Egg freezing FAQs

Egg freezing FAQs

Egg freezing FAQs

Are there risks involved?

A specialist will walk you through the various steps of fertility preservation and carefully explain any risks involved in order to help you understand what can happen.

Risk factors include:

  • Hyperstimulation syndrome: It is rare, but injectable fertility medications (such as synthetic follicle-stimulating hormone, human menopausal gonadotropins or luteinizing hormones) to induce ovulation can cause ovaries to become swollen and painful. This can happen soon after retrieval (harvesting) or during ovulation. Some signs of hyperstimulation syndrome include abdominal pain, bloating, nausea, vomiting and diarrhoea. In more severe instances fluid build-up in the abdomen and even shortness of breath can occur. If this happens, contact a medical health professional as soon as possible.
  • Complications with egg harvesting: Also rare, but it can happen that the aspirating needle used to retrieve eggs during harvesting can cause bleeding, infection or even damage to the bowel, bladder or a blood vessel. Adverse reactions to anaesthesia can also happen during the harvesting process.
  • Emotional risks: Egg freezing and implantation processes don’t guarantee a pregnancy.

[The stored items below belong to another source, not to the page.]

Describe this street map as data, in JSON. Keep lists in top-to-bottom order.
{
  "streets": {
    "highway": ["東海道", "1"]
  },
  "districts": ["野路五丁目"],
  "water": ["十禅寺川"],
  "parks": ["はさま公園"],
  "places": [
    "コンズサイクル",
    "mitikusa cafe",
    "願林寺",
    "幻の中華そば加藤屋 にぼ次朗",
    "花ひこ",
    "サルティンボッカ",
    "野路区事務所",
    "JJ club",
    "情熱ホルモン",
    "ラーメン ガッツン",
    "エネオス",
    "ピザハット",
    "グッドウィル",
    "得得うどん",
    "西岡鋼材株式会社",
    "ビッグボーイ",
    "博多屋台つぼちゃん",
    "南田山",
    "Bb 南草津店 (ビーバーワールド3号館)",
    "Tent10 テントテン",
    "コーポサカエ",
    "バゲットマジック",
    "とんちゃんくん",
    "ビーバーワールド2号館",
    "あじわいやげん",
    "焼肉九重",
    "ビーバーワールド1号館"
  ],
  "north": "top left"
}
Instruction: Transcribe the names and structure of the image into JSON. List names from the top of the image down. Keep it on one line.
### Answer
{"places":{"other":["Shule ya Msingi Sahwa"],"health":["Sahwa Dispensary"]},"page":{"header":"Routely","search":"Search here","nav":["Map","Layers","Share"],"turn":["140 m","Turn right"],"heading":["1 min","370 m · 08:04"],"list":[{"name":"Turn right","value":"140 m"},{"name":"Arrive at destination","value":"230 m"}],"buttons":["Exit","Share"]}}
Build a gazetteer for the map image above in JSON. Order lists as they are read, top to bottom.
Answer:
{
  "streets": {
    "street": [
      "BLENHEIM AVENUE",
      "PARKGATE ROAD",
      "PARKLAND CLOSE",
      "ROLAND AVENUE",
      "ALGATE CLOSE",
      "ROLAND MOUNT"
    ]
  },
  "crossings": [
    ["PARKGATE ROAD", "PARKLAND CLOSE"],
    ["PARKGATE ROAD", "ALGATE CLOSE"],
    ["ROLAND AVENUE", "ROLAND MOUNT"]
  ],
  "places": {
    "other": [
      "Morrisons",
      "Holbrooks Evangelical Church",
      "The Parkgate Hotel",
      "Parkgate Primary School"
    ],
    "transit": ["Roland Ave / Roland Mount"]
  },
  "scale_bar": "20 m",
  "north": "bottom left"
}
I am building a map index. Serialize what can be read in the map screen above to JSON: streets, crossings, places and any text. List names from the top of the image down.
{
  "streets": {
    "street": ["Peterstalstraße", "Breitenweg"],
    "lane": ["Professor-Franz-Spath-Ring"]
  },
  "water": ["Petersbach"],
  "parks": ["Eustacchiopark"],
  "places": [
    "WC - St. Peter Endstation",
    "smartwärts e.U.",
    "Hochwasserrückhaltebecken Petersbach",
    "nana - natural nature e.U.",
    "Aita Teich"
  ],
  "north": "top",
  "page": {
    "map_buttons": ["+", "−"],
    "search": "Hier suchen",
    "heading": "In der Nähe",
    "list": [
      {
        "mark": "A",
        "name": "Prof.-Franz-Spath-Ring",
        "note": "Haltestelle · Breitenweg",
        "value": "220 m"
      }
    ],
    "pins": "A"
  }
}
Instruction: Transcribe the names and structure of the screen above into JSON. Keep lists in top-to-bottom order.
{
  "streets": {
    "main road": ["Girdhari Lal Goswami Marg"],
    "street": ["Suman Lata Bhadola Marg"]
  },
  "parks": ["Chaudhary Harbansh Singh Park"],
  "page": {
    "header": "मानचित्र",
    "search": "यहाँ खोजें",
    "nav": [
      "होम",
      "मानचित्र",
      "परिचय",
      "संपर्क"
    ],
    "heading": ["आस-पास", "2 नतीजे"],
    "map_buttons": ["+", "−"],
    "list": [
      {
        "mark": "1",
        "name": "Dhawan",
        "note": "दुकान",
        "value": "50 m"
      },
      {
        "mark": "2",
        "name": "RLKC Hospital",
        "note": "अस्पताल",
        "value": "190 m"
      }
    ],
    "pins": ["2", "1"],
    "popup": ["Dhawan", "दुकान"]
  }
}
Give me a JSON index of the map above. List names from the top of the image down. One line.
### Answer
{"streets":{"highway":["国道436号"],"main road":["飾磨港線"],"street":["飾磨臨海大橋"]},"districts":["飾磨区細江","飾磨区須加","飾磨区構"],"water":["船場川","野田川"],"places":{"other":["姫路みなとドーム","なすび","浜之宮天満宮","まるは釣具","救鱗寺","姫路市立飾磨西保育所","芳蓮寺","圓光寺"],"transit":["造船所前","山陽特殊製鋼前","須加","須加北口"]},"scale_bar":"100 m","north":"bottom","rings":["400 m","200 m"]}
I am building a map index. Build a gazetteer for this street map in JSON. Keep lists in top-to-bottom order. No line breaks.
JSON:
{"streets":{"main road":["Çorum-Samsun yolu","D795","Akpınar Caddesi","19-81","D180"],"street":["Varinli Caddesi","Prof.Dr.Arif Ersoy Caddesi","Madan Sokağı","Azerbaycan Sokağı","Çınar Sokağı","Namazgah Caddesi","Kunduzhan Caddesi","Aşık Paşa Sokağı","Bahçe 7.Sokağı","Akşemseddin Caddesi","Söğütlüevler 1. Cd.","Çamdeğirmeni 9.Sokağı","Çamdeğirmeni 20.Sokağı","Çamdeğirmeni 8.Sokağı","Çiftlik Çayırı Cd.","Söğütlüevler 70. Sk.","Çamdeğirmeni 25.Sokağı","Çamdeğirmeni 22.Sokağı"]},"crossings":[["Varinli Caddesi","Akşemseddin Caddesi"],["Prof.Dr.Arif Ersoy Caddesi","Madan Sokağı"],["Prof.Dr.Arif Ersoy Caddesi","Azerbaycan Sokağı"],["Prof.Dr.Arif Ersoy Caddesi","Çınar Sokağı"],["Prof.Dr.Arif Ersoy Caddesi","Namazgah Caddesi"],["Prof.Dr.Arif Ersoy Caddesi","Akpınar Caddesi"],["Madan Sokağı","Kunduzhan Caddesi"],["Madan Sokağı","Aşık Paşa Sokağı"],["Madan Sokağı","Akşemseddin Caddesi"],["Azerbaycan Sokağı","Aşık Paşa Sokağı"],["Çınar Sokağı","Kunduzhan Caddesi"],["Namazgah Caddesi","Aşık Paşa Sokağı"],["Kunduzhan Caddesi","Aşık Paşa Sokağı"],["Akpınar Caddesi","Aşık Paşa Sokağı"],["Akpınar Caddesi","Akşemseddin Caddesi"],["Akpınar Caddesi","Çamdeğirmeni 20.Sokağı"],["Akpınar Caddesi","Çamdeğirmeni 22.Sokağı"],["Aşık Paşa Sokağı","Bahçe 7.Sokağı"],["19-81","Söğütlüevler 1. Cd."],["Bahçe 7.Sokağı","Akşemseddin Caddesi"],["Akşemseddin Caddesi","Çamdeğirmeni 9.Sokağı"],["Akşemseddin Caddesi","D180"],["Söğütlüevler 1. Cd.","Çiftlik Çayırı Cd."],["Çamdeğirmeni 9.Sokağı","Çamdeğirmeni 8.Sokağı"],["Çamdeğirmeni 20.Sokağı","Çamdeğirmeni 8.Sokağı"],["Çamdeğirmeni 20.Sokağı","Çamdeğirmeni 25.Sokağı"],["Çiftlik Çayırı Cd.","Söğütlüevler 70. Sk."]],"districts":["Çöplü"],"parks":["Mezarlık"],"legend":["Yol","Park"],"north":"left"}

There is a degree of hope involved which may end in disappointment. It may feel like an empowering decision to make and give you a sense of hope for the future, but no specialist can guarantee your rate of success. Even with success of falling pregnant there is a risk of miscarriage too, which can be a devastating experience. It is important to understand the emotional impact where risk of unsuccessful implantation is concerned. A miscarriage is primarily based on your age at the time of having your eggs harvested and frozen. Currently, there is no research that shows any increase in the risk of birth defects in babies born as a result of egg freezing.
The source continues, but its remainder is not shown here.